Interior Stylist - A very important part of the team who helps in realising the brief. Hire a stylist! The job of a stylist is an art in itself. These are creative people who see all of the details that other people may not see, but make a huge difference in making a good photo GREAT!


Art Director - It’s easy to confuse creative direction with art direction, but they are not the same. The difference between art direction and creative direction is in the scope of responsibilities. Art direction marries art and design to create a cohesive aesthetic and arouse a reaction from the consumer. By definition, an art director is focused solely on aesthetics, whereas a creative director will handle strategy, campaign execution, art direction, and more.



Depending on shoot there might also be.


Location Finder


Set Builder/ Decorator


Art Director


Client


Assistants


A rece is often very important, it can bring a team together, help with the overall planning of the shoot, identify problems before the shoot day which can be worked on and as a photographer learn about the lighting conditions and how best to plan the day.



 

To get high quality images  it does take time, it does need a team of people working together all working towards the end goal. Getting it as right in camera means less re-touching and product looking more natural. As the old saying goes “you get what you pay for.”


Even if you feel like you only have a small budget, creating a concept for a photoshoot, planning the details with your photographer, scouting locations and coming up with a feeling and mood should be at the very least of what you are trying to accomplish. Because in the end, a commercial photoshoot is an art form in itself which takes planning.


Below is a list of things you should keep in mind when considering how to plan a commercial photo shoot.


 1. Concept - Creating a concept that will help give everyone involved a general guideline for what you are trying to achieve is the first place you should start. It may or may not take long to come up with this. Invite others within your organization to a strategic brainstorming meeting to solicit feedback and browse websites and magazines for inspiration.


 2. Photographer - Find a photographer with COMMERCIAL photography experience! I’ve been a commercial photographer for over 20 years.  A successful commercial photo shoot requires expertise in planning, location scouting, visual story telling, and a clear understanding of how the images will be used within your marketing strategy. Don’t trust this area of your marketing plan to a friend or co-worker with a camera who does some photography on the side. You won’t grow your business with that type of photography and visual branding.


3. Models - If you need people in your photos, hire models! Models know how to move and create better angles in front of a camera. Hiring a professional model eliminates inexperience and shyness in front of the camera that often comes with working with “stand in” people.
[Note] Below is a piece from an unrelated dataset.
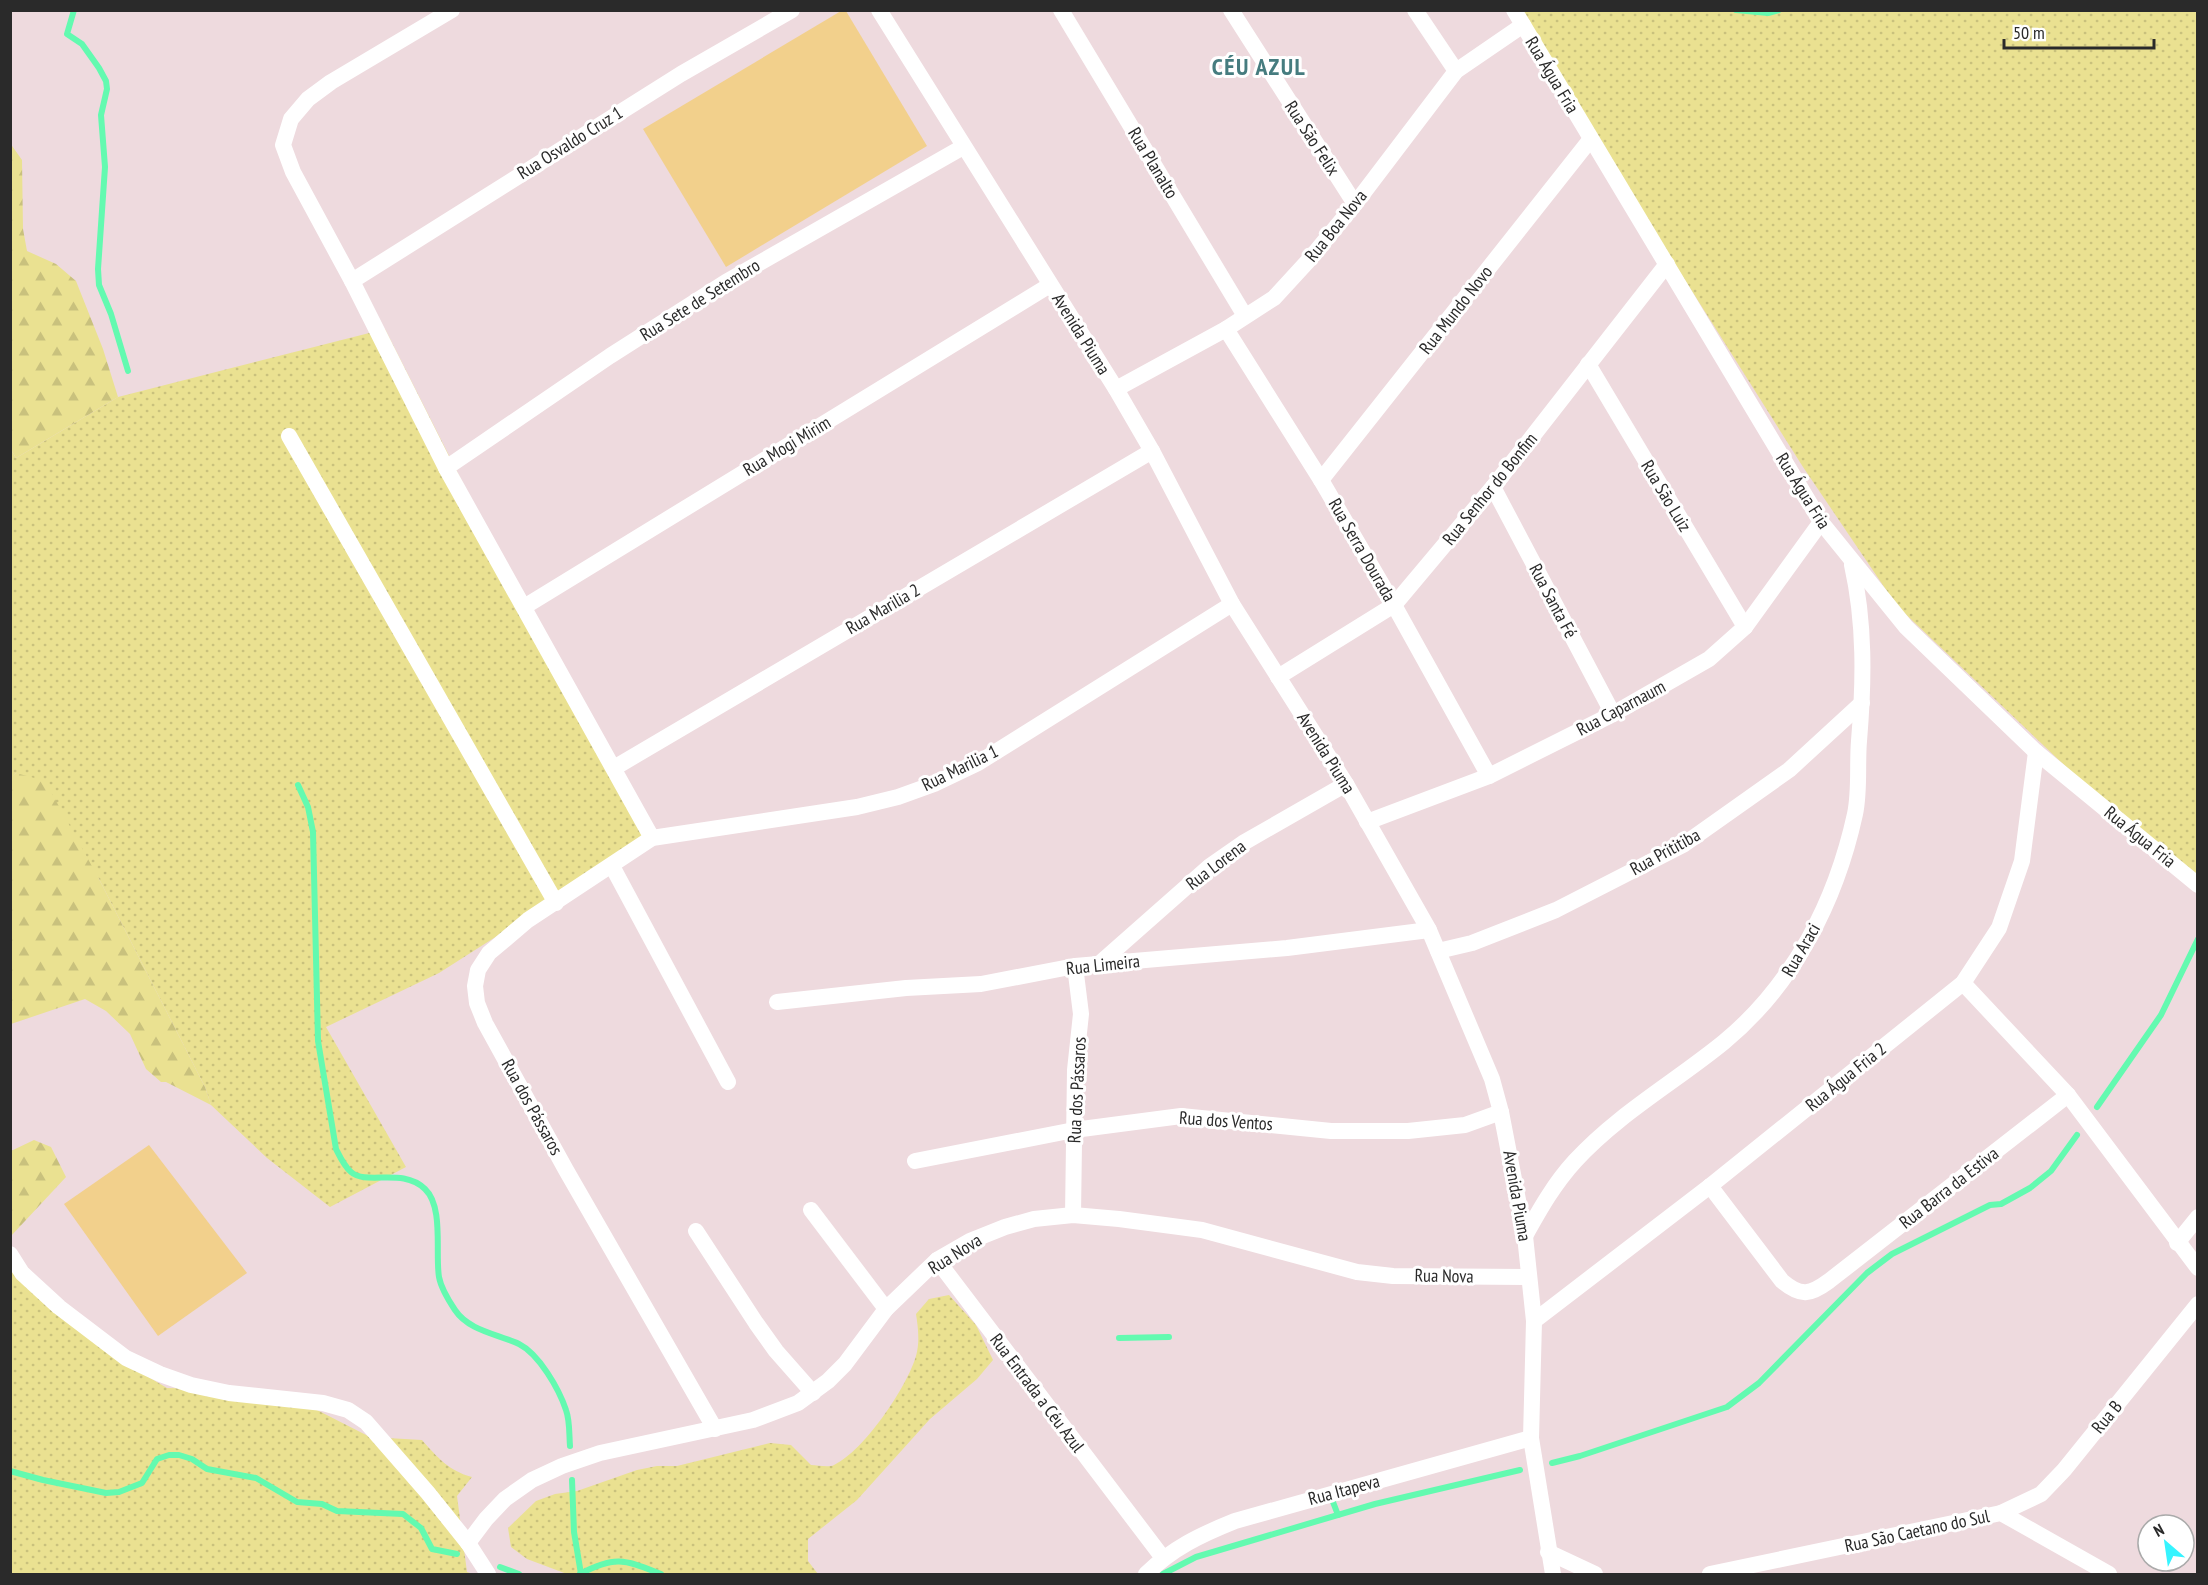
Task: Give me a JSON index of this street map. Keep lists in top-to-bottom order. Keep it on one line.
{"streets":{"street":["Rua Água Fria","Rua São Felix","Rua Osvaldo Cruz 1","Rua Planalto","Rua Boa Nova","Rua Sete de Setembro","Rua Mundo Novo","Avenida Piuma","Rua Mogi Mirim","Rua Senhor do Bonfim","Rua São Luiz","Rua Serra Dourada","Rua Santa Fé","Rua Marilia 2","Rua Caparnaum","Rua Marilia 1","Rua Prititiba","Rua Lorena","Rua Araci","Rua Limeira","Rua Água Fria 2","Rua dos Pássaros","Rua dos Ventos","Rua Barra da Estiva","Rua Nova","Rua Entrada a Céu Azul","Rua B","Rua Itapeva","Rua São Caetano do Sul"]},"crossings":[["Rua Água Fria","Rua Boa Nova"],["Rua Água Fria","Rua Mundo Novo"],["Rua Água Fria","Rua Senhor do Bonfim"],["Rua Água Fria","Rua Caparnaum"],["Rua Água Fria","Rua Araci"],["Rua Água Fria","Rua Água Fria 2"],["Rua São Felix","Rua Boa Nova"],["Rua Planalto","Rua Boa Nova"],["Rua Boa Nova","Avenida Piuma"],["Rua Boa Nova","Rua Serra Dourada"],["Rua Sete de Setembro","Avenida Piuma"],["Rua Mundo Novo","Rua Serra Dourada"],["Avenida Piuma","Rua Mogi Mirim"],["Avenida Piuma","Rua Senhor do Bonfim"],["Avenida Piuma","Rua Marilia 2"],["Avenida Piuma","Rua Caparnaum"],["Avenida Piuma","Rua Marilia 1"],["Avenida Piuma","Rua Prititiba"],["Avenida Piuma","Rua Lorena"],["Avenida Piuma","Rua Araci"],["Avenida Piuma","Rua Limeira"],["Avenida Piuma","Rua Água Fria 2"],["Avenida Piuma","Rua dos Ventos"],["Avenida Piuma","Rua Nova"],["Avenida Piuma","Rua Itapeva"],["Rua Senhor do Bonfim","Rua São Luiz"],["Rua Senhor do Bonfim","Rua Serra Dourada"],["Rua Senhor do Bonfim","Rua Santa Fé"],["Rua São Luiz","Rua Caparnaum"],["Rua Serra Dourada","Rua Caparnaum"],["Rua Santa Fé","Rua Caparnaum"],["Rua Marilia 1","Rua dos Pássaros"],["Rua Prititiba","Rua Araci"],["Rua Lorena","Rua Limeira"],["Rua Limeira","Rua dos Pássaros"],["Rua Água Fria 2","Rua Barra da Estiva"],["Rua dos Pássaros","Rua dos Ventos"],["Rua dos Pássaros","Rua Nova"],["Rua Nova","Rua Entrada a Céu Azul"],["Rua Entrada a Céu Azul","Rua Itapeva"],["Rua B","Rua São Caetano do Sul"]],"districts":["CÉU AZUL"],"scale_bar":"50 m","north":"top left"}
Your model should not be concerned on if they look good or not because they know the photographer will make them look the best for the photo necessary. This professional experience not only ensures your photos look good but save time in the photography process allowing your photographer to spend less time directing people and more time capturing images.


4. Details - Plan every detail. If you own a restaurant, do you want your food photographed and should it include napkins, fork, spoon and a drink or do you want a conceptual photo of your food? Do you own a company that makes a product and do you want to show it in use or is a simple studio photo more how you want your company to look? If it’s in use, do you need a model? What is the story of the person who would be using your product? Where are they from, do they have a family, how tall are they, what do they like, etc…?


 5. Stylist - Hire a stylist! The job of a stylist is an art in itself. These are creative people who see all of the details that other people may not see, but make a huge difference in making a good photo GREAT!


6. Take Your Time - Getting lighting, angles, styling, models, products and details all to come together for a photo that makes your business stand out takes time. Worry less about how much time it will take and how many photos you will get, and more about how great a photo you can create. You’ll find that a handful of stand-out photos have more uses than dozens of mediocore ones. Not to mention those great photos will resognate deeper with your audiences creating a lasting impression of your brand. 


 7. Have FUN - Once all of the details are in place, remember to have fun during the shoot. It makes everyone relaxed which will lead to better photos.


Share this plan with your photographer beforehand (maybe even before you hire the photographer) via email, a phone call, or even a coffee meetup. This will help your photographer plan ahead a little bit to help you achieve your creative vision, plus they can let you know some of the ideas or challenges they see with your shot list so that they can be discussed / fixed before the shoot. A good photographer will not only be able to understand what you are going for, but they will also be able to chat with you and provide great feedback and ideas about how to achieve your vision.